• _TASK INSTRUCTIONS_: Would you restate the entries below exactly, keeping every line?

Records drawn from a dataset
[Start of section]

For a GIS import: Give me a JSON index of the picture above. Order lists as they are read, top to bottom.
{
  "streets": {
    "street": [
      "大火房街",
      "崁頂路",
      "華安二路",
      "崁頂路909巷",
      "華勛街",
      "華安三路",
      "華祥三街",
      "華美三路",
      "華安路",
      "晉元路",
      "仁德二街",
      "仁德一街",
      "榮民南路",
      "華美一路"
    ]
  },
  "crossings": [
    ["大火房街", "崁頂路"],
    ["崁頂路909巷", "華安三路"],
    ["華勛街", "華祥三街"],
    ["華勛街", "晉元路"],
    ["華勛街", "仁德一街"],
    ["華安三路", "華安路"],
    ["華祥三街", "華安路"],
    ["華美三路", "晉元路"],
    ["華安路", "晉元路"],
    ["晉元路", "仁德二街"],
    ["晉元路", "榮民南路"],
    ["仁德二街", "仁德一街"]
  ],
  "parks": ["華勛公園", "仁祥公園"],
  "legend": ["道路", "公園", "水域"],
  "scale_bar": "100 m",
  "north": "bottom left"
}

[End of section]

• _RESPONSE FOR THIS EXERCISE_:
For a GIS import: Give me a JSON index of the picture above. Order lists as they are read, top to bottom.
{
  "streets": {
    "street": [
      "大火房街",
      "崁頂路",
      "華安二路",
      "崁頂路909巷",
      "華勛街",
      "華安三路",
      "華祥三街",
      "華美三路",
      "華安路",
      "晉元路",
      "仁德二街",
      "仁德一街",
      "榮民南路",
      "華美一路"
    ]
  },
  "crossings": [
    ["大火房街", "崁頂路"],
    ["崁頂路909巷", "華安三路"],
    ["華勛街", "華祥三街"],
    ["華勛街", "晉元路"],
    ["華勛街", "仁德一街"],
    ["華安三路", "華安路"],
    ["華祥三街", "華安路"],
    ["華美三路", "晉元路"],
    ["華安路", "晉元路"],
    ["晉元路", "仁德二街"],
    ["晉元路", "榮民南路"],
    ["仁德二街", "仁德一街"]
  ],
  "parks": ["華勛公園", "仁祥公園"],
  "legend": ["道路", "公園", "水域"],
  "scale_bar": "100 m",
  "north": "bottom left"
}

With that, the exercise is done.